MENGIKUTI KHAWARIJ DALAM MEMAHAMI AYAT HUKUM
Penulis berkata di dalam hlm. 212 : “Sesungguhnya kekafiran yang disebut di dalam ayat ini (ayat 44 dari Surat Al-Ma’idah) adalah kufur akbar.

Sebelumnya pada hlm. 64 penulis berkata :”Pedoman umum : sesungguhnya, semua kata kafir yang diungkapkan dengan isim yang ber-alif ta’rif.. maksudnya adalah akbar ..”[At-Tamhid 5/74-75]

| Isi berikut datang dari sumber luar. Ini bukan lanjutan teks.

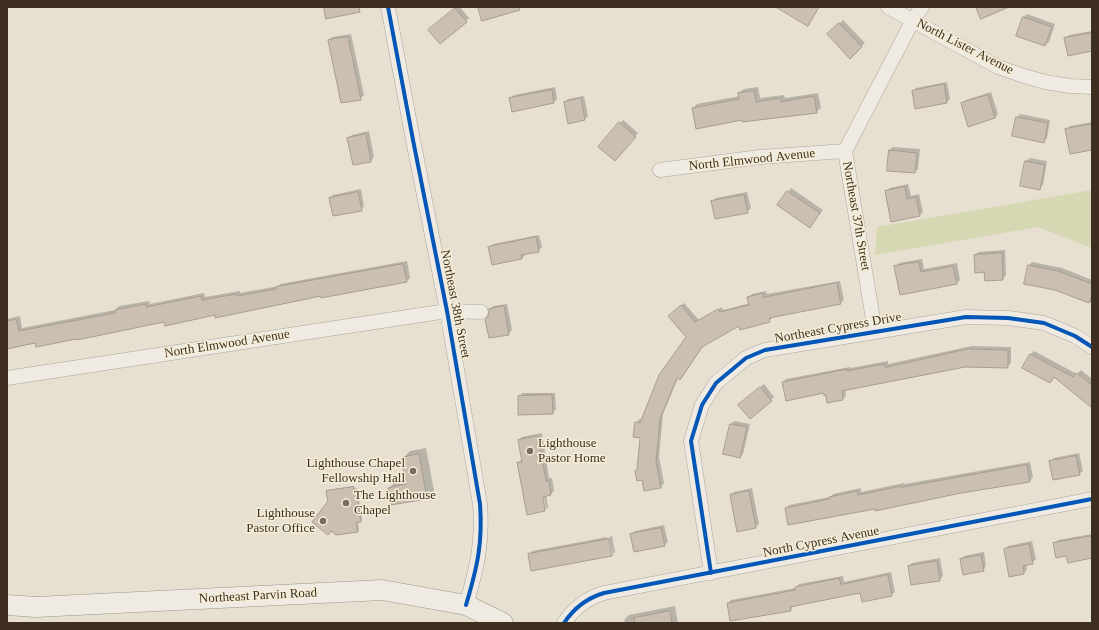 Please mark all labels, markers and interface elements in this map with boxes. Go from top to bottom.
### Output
street label: North Lister Avenue [914,16,1016,78]
street label: North Elmwood Avenue [688,146,816,174]
street label: Northeast 37th Street [839,160,873,272]
street label: Northeast 38th Street [437,248,473,360]
street label: Northeast Cypress Drive [773,309,903,347]
street label: North Elmwood Avenue [163,326,291,362]
place label: Lighthouse Pastor Home [538,436,606,467]
marker: Lighthouse Pastor Home [525,446,535,456]
place label: Lighthouse Chapel Fellowship Hall [306,456,405,487]
marker: Lighthouse Chapel Fellowship Hall [408,466,418,476]
place label: The Lighthouse Chapel [354,488,436,519]
marker: The Lighthouse Chapel [341,498,351,508]
place label: Lighthouse Pastor Office [246,506,315,537]
marker: Lighthouse Pastor Office [318,516,328,526]
street label: North Cypress Avenue [762,523,880,561]
street label: Northeast Parvin Road [198,585,318,607] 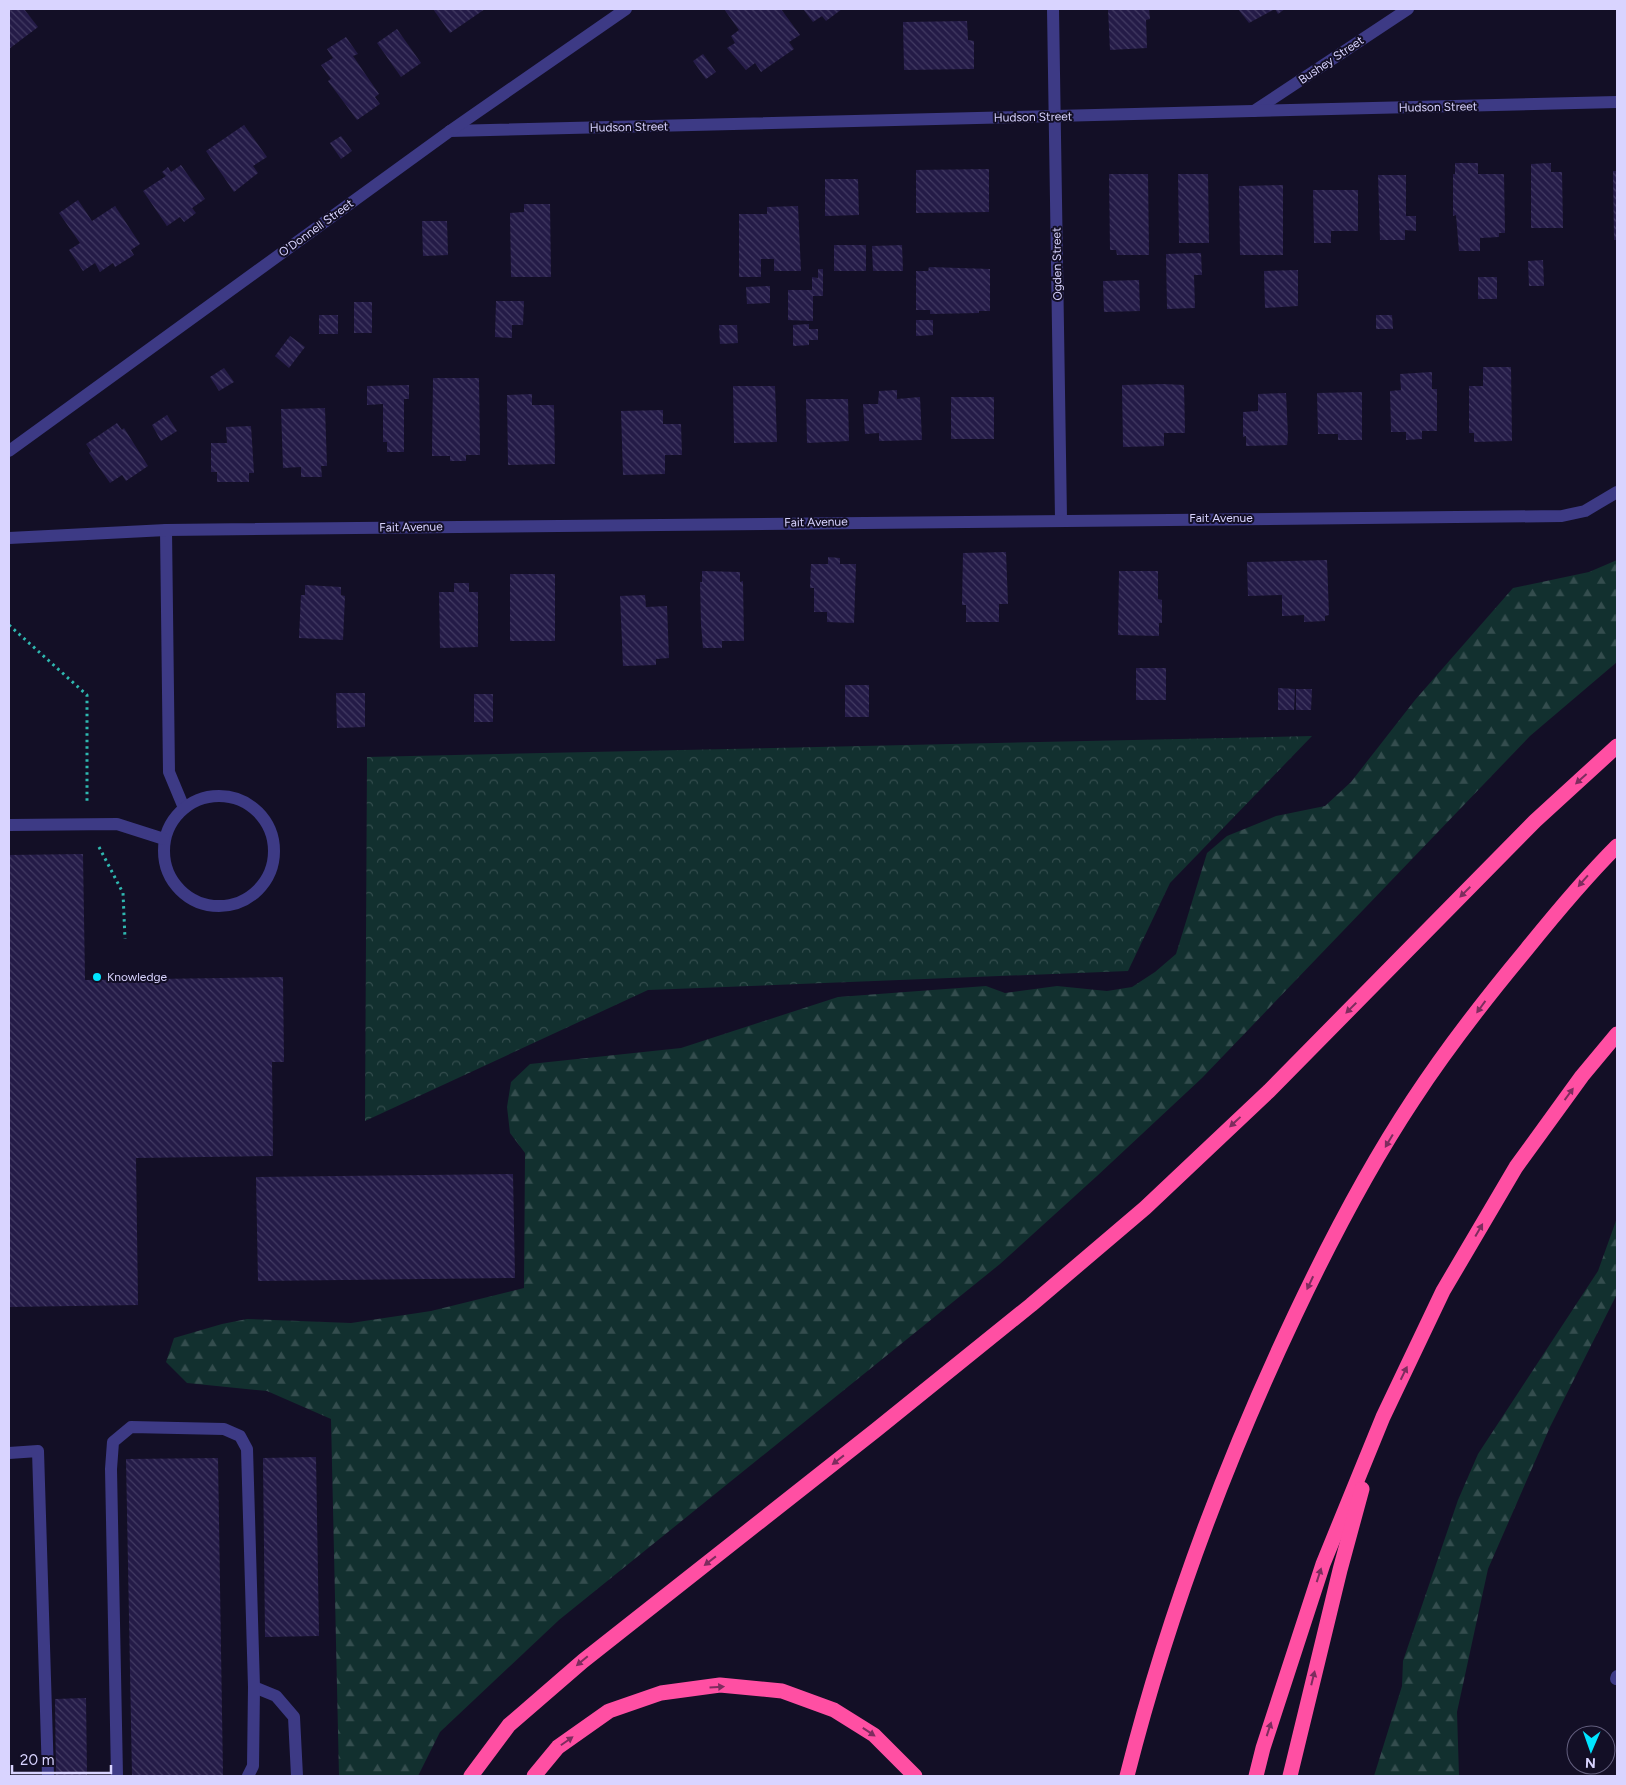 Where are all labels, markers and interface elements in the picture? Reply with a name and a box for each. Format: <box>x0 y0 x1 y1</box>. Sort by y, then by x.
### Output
street label: Bushey Street <box>1296 33 1367 87</box>
street label: Hudson Street <box>1399 99 1478 115</box>
street label: Hudson Street <box>994 109 1073 125</box>
street label: Hudson Street <box>590 119 669 135</box>
street label: O'Donnell Street <box>276 196 356 260</box>
street label: Ogden Street <box>1049 227 1065 301</box>
street label: Fait Avenue <box>1189 511 1253 525</box>
street label: Fait Avenue <box>784 514 848 530</box>
street label: Fait Avenue <box>379 519 443 535</box>
one-way arrow <box>1576 773 1588 785</box>
one-way arrow <box>1578 875 1589 887</box>
one-way arrow <box>1459 886 1471 898</box>
place label: Knowledge <box>107 970 167 984</box>
marker: Knowledge <box>91 971 103 983</box>
one-way arrow <box>1476 1000 1486 1014</box>
one-way arrow <box>1345 1002 1357 1014</box>
one-way arrow <box>1564 1087 1574 1101</box>
one-way arrow <box>1230 1116 1242 1128</box>
one-way arrow <box>1384 1134 1393 1147</box>
one-way arrow <box>1475 1222 1483 1237</box>
one-way arrow <box>1306 1276 1314 1290</box>
one-way arrow <box>1400 1366 1408 1381</box>
one-way arrow <box>832 1455 845 1466</box>
one-way arrow <box>704 1555 717 1566</box>
one-way arrow <box>1316 1567 1324 1582</box>
one-way arrow <box>576 1656 589 1667</box>
one-way arrow <box>1309 1670 1317 1685</box>
one-way arrow <box>709 1682 725 1690</box>
one-way arrow <box>1266 1722 1273 1737</box>
north arrow <box>1566 1725 1616 1775</box>
one-way arrow <box>863 1727 876 1737</box>
one-way arrow <box>560 1736 574 1746</box>
scale bar <box>12 1742 111 1774</box>
text: 20 m <box>20 1751 54 1769</box>
text: N <box>1585 1754 1596 1771</box>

Kami katakan : Perkataan penulis, “Setiap kekafiran yang diungkapkan dengan isim ma’rifah maka maksudnya adalah kufur akbar [1]”, berbenturan dengan sebagian atsar yang datang dari para sahabat yang di dalamnya menyifati sebagian dosa-dosa dengan lafadz kufur yang menggunakan alif dan lam ta’rif, bersamaan dengan itu dosa-dosa tersebut dianggap kufur ashghor [2] dengan kesepakatan para ulama ahli Sunnah, seperti hadits yang diriwayatkan oleh Al-Imam Bukhari di dalam Shahihnya 5273 dari Ibnu Abbas Radhiyallahu ‘anhuma yang di dalamnya istri Tsabit bin Qois berkata :

“Dan akan tetapi aku membenci kekufuran di dalam Islam’’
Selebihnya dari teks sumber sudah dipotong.